When people think of the blues, they think of cities like New Orleans, Baton Rouge, Memphis and Chicago but the West Baton Rouge Museum is doing its best to add Port Allen to that list.
“Juke Joint Men” showcases the parish—and surrounding area—and its connection to one of America’s few indigenous music genres, particularly local bluesman who made significant contributions to the blues.
The exhibit is focused around the art of Ronald Trahan, a painter, and sculptor J.K. Lawson who have assembled a collection of many of Louisiana’s noted blues artists.
Among the notable bluesmen featured are Raful Neal, a native of Erwinville and Slim Harpo. who was born in Lobdell. The La. Department of Recreation and Tourism dedicated an historical marker to harmonica-playing Harpo in 2015.
He was born James Moore in 1924 and worked at several manual labor jobs during the late 1930s and 1940s, then began performing in Baton Rouge as Harmonica Slim Harpo.
His first hit was “I’m a King Bee,” recording in 1957 and later he released his most memorable hits later, “Rainin’ in My Heart in 1961 and followed it with “Baby Scratch My Back,” 1966.
Before his death in 1970 songs of his had been recorded by some of the biggest names in the music industry—The Rolling Stones, Van Morrison, The Grateful Dead and others.
A reception celebrating a portion of the City of Port Allen’s designation as a Louisiana cultural district is set for Aug. 29 and the museum will continue its blues theme with iconic bluesman Henry Gray, who performed with the likes of Howlin’ Wolf and Muddy Waters.
“That’s going to be a big shindig,” said museum Executive Director Angelique Bergeron.
To support the museum’s theme, the national traveling exhibit “Cast of Blues” will open Saturday, Aug. 31.
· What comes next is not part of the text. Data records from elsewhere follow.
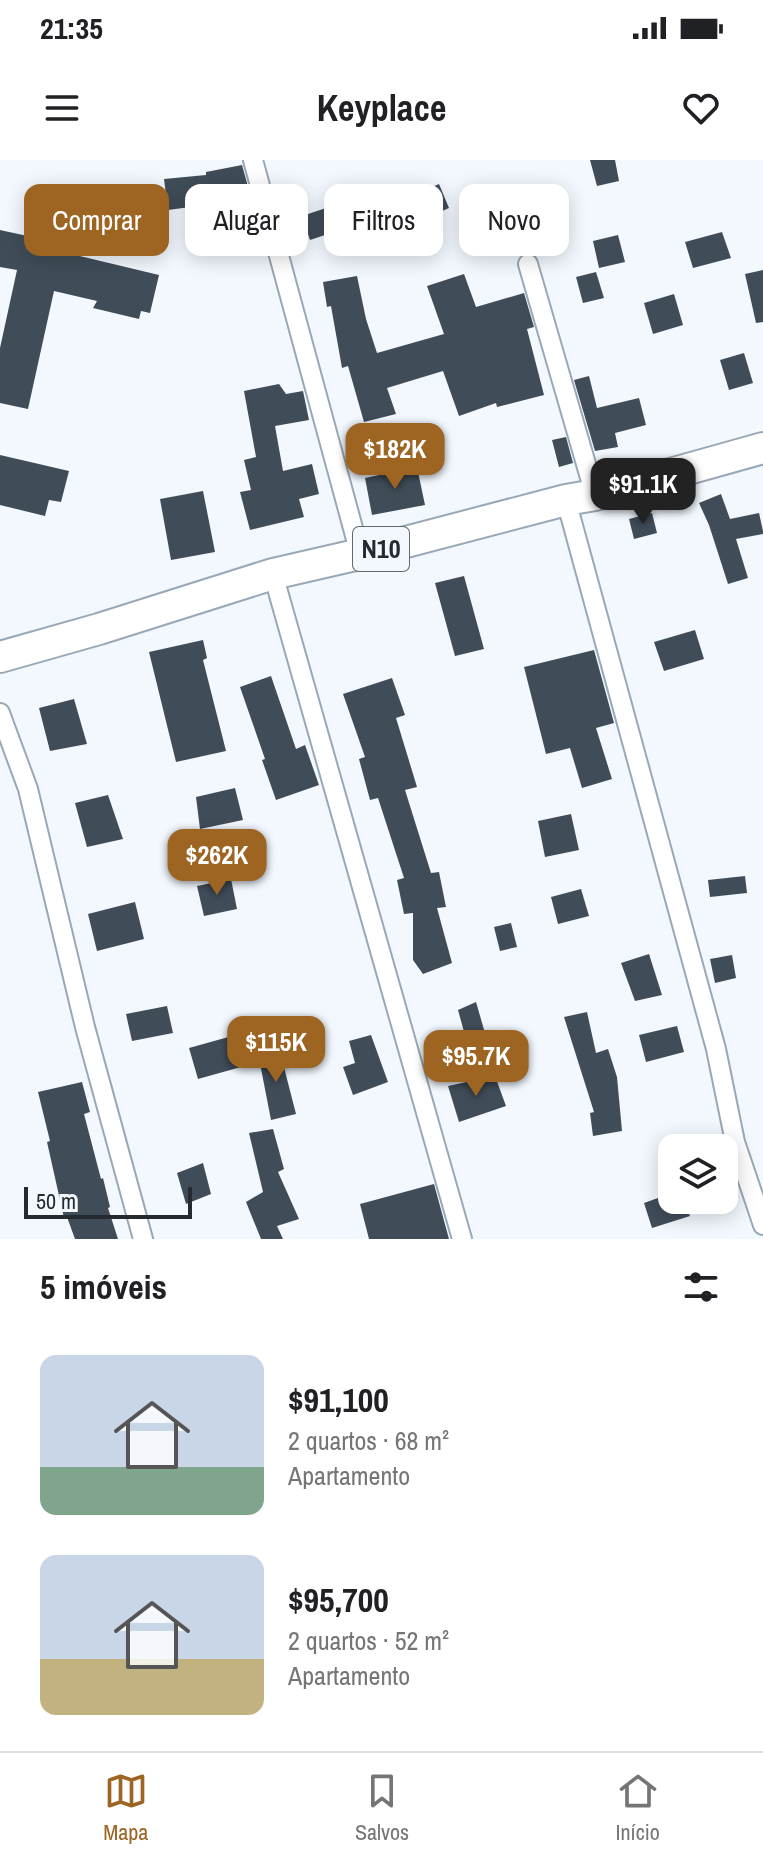 <!DOCTYPE html>
<html lang="pt">
<head>
<meta charset="utf-8">
<style>
  body { margin:0; font-family:"Archivo Narrow",sans-serif; background:#f6f6f6; color:#202124; height:100vh; display:flex; flex-direction:column; font-size:30px; white-space:nowrap }
  * { box-sizing:border-box; margin:0 }
  p { font-size:26px; color:#757577 }
  .icon { flex:none; width:44px; height:44px; fill:none; stroke:currentColor; stroke-width:2; stroke-linecap:round; stroke-linejoin:round }
  .map { position:relative; height:1079px; overflow:hidden }
  .drawer { display:flex; flex-direction:column; background:#fff; flex:1 }
  .drawer>* { flex:none }
  .banner { position:absolute; left:24px; top:24px; width:716px; height:72px; display:flex; gap:16px }
  .fabs { position:absolute; left:658px; top:974px; display:grid; gap:16px }
  .fabs a { display:grid; place-items:center; width:80px; height:80px; border-radius:16px; background:#fff; box-shadow:0 4px 20px #0003; font-size:40px }
  .scale { position:absolute; left:24px; bottom:20px; width:168px; box-sizing:border-box; padding-left:8px; border:4px solid #242a2f; border-top:0; font-size:22px; line-height:28px; white-space:nowrap; color:#242a2f; -webkit-text-stroke:6px #f2f8fe; paint-order:stroke }
  .price { position:absolute; translate:-50% -68px; padding:0 18px; border-radius:16px; background:#9d6422; color:#fff; font-size:26px; line-height:52px; filter:drop-shadow(0 2px 4px #0008) }
  .price::after { content:''; position:absolute; left:50%; top:48px; width:24px; height:18px; margin-left:-12px; background:inherit; clip-path:polygon(0 0,100% 0,50% 100%) }
  .price.active { background:#222; color:#fff }
  ul { padding:0; list-style:none }
  li { display:flex; align-items:center; gap:24px; height:200px; padding:0 40px }
  li span { display:grid; place-items:center; flex:none; width:224px; height:160px; border-radius:16px; color:#555 }
  li>.icon { margin-inline-start:auto }
  span .icon { width:96px; height:96px; fill:#fffc; stroke-width:1 }
  li b { font-size:34px }
  h2 { display:flex; justify-content:space-between; align-items:center; height:96px; padding:0 40px; font-size:34px }
  .chip { padding:0 28px; border-radius:16px; background:#fff; box-shadow:0 4px 20px #0003; font-size:28px; line-height:72px }
  .chip.active { background:#9d6422; color:#fff }
  .status { display:flex; justify-content:space-between; align-items:center; height:56px; padding:0 40px; background:#fff; direction:ltr }
  .status svg { height:22px; fill:currentColor }
  header { display:flex; justify-content:space-between; align-items:center; height:104px; padding:0 40px; background:#fff; font-size:36px; font-weight:700 }
  .tab-bar { display:flex; justify-content:space-around; align-items:center; height:112px; border-top:2px solid #e0e0e0; background:#fff; font-size:22px; color:#757577 }
  .tab-bar a { display:grid; justify-items:center; gap:4px }
  .tab-bar .active { color:#9d6422 }
  .map>svg:first-child { display:block }
</style>
</head>
<body>
<div class="status"><b>21:35</b><svg viewBox="0 0 49 12"><path d="M0 12V9h3v3zM5 12V6h3v6zM10 12V3h3v9zM15 12V0h3v12zM26 1h20v11H26zM47 4h2v5h-2z"/></svg></div>
<header><svg class="icon" aria-label="menu" viewBox="0 0 24 24"><path d="M4 6h16M4 12h16M4 18h16"/></svg>Keyplace<svg class="icon" aria-label="heart" viewBox="0 0 24 24"><path d="M12 20l-8-8c-3-5 5-10 8-4 3-6 11-1 8 4z"/></svg></header>
<div class="map">
<svg width="763" height="1079" viewBox="0 0 763 1079">
  <rect width="100%" height="100%" fill="#f2f8fe"/>
  <path fill="#404d59" d="M 590,0 L 615,0 L 619,21 L 597,26 Z
    M 242,5 L 252,41 L 214,49 L 213,44 L 168,50 L 164,19 L 206,15 L 206,12 Z
    M 439,24 L 449,48 L 422,60 L 411,36 Z
    M 526,38 L 535,70 L 510,77 L 501,46 Z
    M 335,45 L 343,69 L 310,80 L 302,56 Z
    M 0,70 L 64,84 L 63,92 L 159,115 L 150,153 L 141,151 L 139,159 L 93,148 L 97,141 L 54,131 L 28,249 L 0,243 L 0,188 L 17,110 L 0,107 Z
    M 722,72 L 731,98 L 693,108 L 685,82 Z
    M 618,75 L 625,102 L 599,108 L 593,81 Z
    M 763,110 L 763,162 L 756,163 L 745,114 Z
    M 596,112 L 604,138 L 583,143 L 576,117 Z
    M 464,114 L 476,147 L 524,133 L 534,167 L 527,169 L 544,235 L 497,247 L 496,243 L 459,256 L 443,211 L 387,228 L 396,254 L 364,262 L 348,206 L 342,208 L 331,146 L 327,147 L 323,122 L 357,116 L 366,159 L 377,193 L 444,174 L 427,126 Z
    M 674,134 L 683,165 L 653,174 L 644,143 Z
    M 744,193 L 753,223 L 729,230 L 720,200 Z
    M 589,216 L 597,248 L 639,238 L 646,265 L 615,273 L 618,287 L 595,291 L 574,220 Z
    M 279,224 L 286,234 L 303,231 L 309,260 L 275,266 L 283,311 L 312,304 L 319,334 L 299,339 L 304,357 L 250,370 L 240,332 L 251,330 L 244,300 L 256,297 L 244,231 Z
    M 566,277 L 573,303 L 559,307 L 552,280 Z
    M 0,295 L 69,311 L 61,342 L 49,340 L 45,356 L 0,345 Z
    M 417,307 L 425,345 L 372,355 L 365,318 Z
    M 203,331 L 215,392 L 171,400 L 160,339 Z
    M 721,334 L 730,359 L 759,353 L 763,371 L 763,374 L 736,379 L 748,418 L 728,424 L 709,365 L 699,343 Z
    M 652,353 L 657,373 L 634,379 L 629,359 Z
    M 464,416 L 484,489 L 455,496 L 435,423 Z
    M 695,470 L 704,499 L 664,511 L 654,482 Z
    M 203,480 L 207,498 L 203,500 L 226,591 L 176,602 L 149,492 Z
    M 594,490 L 614,563 L 596,568 L 612,619 L 582,628 L 570,588 L 546,594 L 524,507 Z
    M 271,516 L 296,589 L 305,585 L 319,625 L 276,640 L 262,600 L 265,599 L 240,527 Z
    M 392,518 L 405,555 L 396,558 L 417,627 L 405,630 L 431,713 L 439,712 L 446,747 L 437,748 L 452,803 L 423,814 L 413,800 L 413,753 L 404,754 L 397,720 L 404,718 L 378,638 L 370,640 L 359,599 L 365,597 L 343,534 Z
    M 74,539 L 87,584 L 50,591 L 39,548 Z
    M 235,628 L 243,660 L 200,669 L 196,637 Z
    M 108,635 L 123,679 L 87,687 L 75,643 Z
    M 571,654 L 579,690 L 545,697 L 538,661 Z
    M 745,716 L 747,733 L 710,737 L 708,720 Z
    M 231,719 L 237,749 L 204,756 L 197,726 Z
    M 581,729 L 589,756 L 558,764 L 551,737 Z
    M 135,742 L 144,779 L 97,791 L 88,754 Z
    M 511,763 L 517,787 L 500,791 L 494,767 Z
    M 649,794 L 662,835 L 635,841 L 621,803 Z
    M 732,795 L 736,818 L 715,823 L 710,799 Z
    M 476,842 L 487,880 L 468,886 L 458,850 Z
    M 167,846 L 173,873 L 132,881 L 126,854 Z
    M 587,852 L 596,893 L 608,889 L 617,917 L 622,971 L 593,976 L 590,953 L 594,952 L 564,857 Z
    M 677,866 L 684,892 L 646,902 L 639,875 Z
    M 371,875 L 388,922 L 353,935 L 343,907 L 355,903 L 349,881 Z
    M 232,876 L 241,907 L 198,919 L 189,888 Z
    M 278,884 L 296,954 L 271,960 L 258,893 Z
    M 495,916 L 506,946 L 459,962 L 448,926 Z
    M 82,922 L 90,952 L 84,954 L 101,1019 L 103,1018 L 110,1047 L 108,1048 L 118,1079 L 75,1079 L 67,1057 L 64,1058 L 47,982 L 50,981 L 38,932 Z
    M 273,969 L 284,1009 L 278,1012 L 299,1059 L 277,1066 L 283,1079 L 261,1079 L 246,1042 L 263,1032 L 249,973 Z
    M 203,1003 L 211,1034 L 186,1044 L 177,1013 Z
    M 434,1024 L 449,1079 L 369,1079 L 360,1044 Z
    M 672,1033 L 672,1040 L 683,1040 L 690,1056 L 652,1068 L 644,1043 Z"/>
  <g fill="none" stroke-linecap="round" stroke-linejoin="round">
    <g stroke="#99a8b6" stroke-width="22">
      <path id="minor" d="M 253,0 L 360,394
        M 528,104 L 595,335
        M 566,340 L 716,889 L 735,982 L 763,1065
        M 273,414 L 462,1079
        M 0,553 L 28,629 L 85,867 L 143,1079"/>
    </g>
    <g stroke="#99a8b6" stroke-width="34">
      <path id="primary" d="M 0,497 L 99,469 L 273,414 L 360,394 L 566,340 L 595,335 L 763,288"/>
    </g>
    <use href="#minor" stroke="#fff" stroke-width="18"/>
    <use href="#primary" stroke="#fff" stroke-width="30"/>
  </g>
  <g text-anchor="middle" stroke-width="8" stroke-linejoin="round" paint-order="stroke">
    <rect fill="#f2f8fe" stroke="#62686d" stroke-width="2" x="353" y="367" width="56" height="44" rx="6"/>
    <g font-size="26" font-weight="bold" fill="#242a2f">
      <text x="381" y="398">N10</text>
    </g>
  </g>
</svg>
<div class="fabs">
<a><svg class="icon" aria-label="layers" viewBox="0 0 24 24"><path d="M12 4l9 5-9 5-9-5zM3 14l9 5 9-5"/></svg></a>
</div>
<div class="scale">50 m</div>
<b class="price" style="left:395px;top:331px">$182K</b>
<b class="price active" style="left:643px;top:366px">$91.1K</b>
<b class="price" style="left:217px;top:737px">$262K</b>
<b class="price" style="left:276px;top:924px">$115K</b>
<b class="price" style="left:476px;top:938px">$95.7K</b>
<div class="banner">
<a class="chip active">Comprar</a>
<a class="chip">Alugar</a>
<a class="chip">Filtros</a>
<a class="chip">Novo</a>
</div>
</div>
<section class="drawer">
<h2>5 imóveis<svg class="icon" aria-label="filters" viewBox="0 0 24 24"><path d="M4 7h16M4 17h16"/><circle cx="9" cy="7" r="2"/><circle cx="15" cy="17" r="2"/></svg></h2>
<ul>
<li><span style="background:linear-gradient(#c9d6e8 70%,#7fa58c 0)"><svg class="icon" aria-label="home" viewBox="0 0 24 24"><path d="M3 11l9-7 9 7M6 9v11h12V9"/></svg></span><div><b>$91,100</b><p>2 quartos · 68 m²</p><p>Apartamento</p></div></li>
<li><span style="background:linear-gradient(#c9d6e8 65%,#c2b280 0)"><svg class="icon" aria-label="home" viewBox="0 0 24 24"><path d="M3 11l9-7 9 7M6 9v11h12V9"/></svg></span><div><b>$95,700</b><p>2 quartos · 52 m²</p><p>Apartamento</p></div></li>
</ul>
</section>
<nav class="tab-bar">
<a class="active"><svg class="icon" aria-label="map" viewBox="0 0 24 24"><path d="M3 6l6-2 6 2 6-2v14l-6 2-6-2-6 2zM9 4v14M15 6v14"/></svg>Mapa</a>
<a><svg class="icon" aria-label="saved" viewBox="0 0 24 24"><path d="M7 4h10v16l-5-4-5 4z"/></svg>Salvos</a>
<a><svg class="icon" aria-label="home" viewBox="0 0 24 24"><path d="M3 11l9-7 9 7M6 9v11h12V9"/></svg>Início</a>
</nav>
</body>
</html>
The Juke Joint Men exhibit includes, in part, Trahan abstract portraits of Harpo, Neal, his son Kenny Neal, Buddy Guy, Rockin’ Taby Thomas, Lazy Lester, Lonesome Sundown, Lightnin’ Slim and others, a virtual who’s who of blues history.
“The paintings are eye-catching and then next to each one is a brief history of each musician,” Bergeron said. “We think that his art is a great way to talk about the blues because of his wonderfully colorful collages.”
One of the featured artists, Trahan, is the grandson of Valery Trahan, who worked for Civil War era Gov. Henry Watkins Allen, for whom the city of Port Allen is named.
Over his tenure with Allen, Trahan became close and respected to the former Confederate general who became Louisiana’s final governor before Reconstruction.
The West Baton Rouge Parish Museum is open Tuesday through Saturday, 10 a.m. to 4:30 p.m., and on Sunday from 2 p.m. to 5 p.m.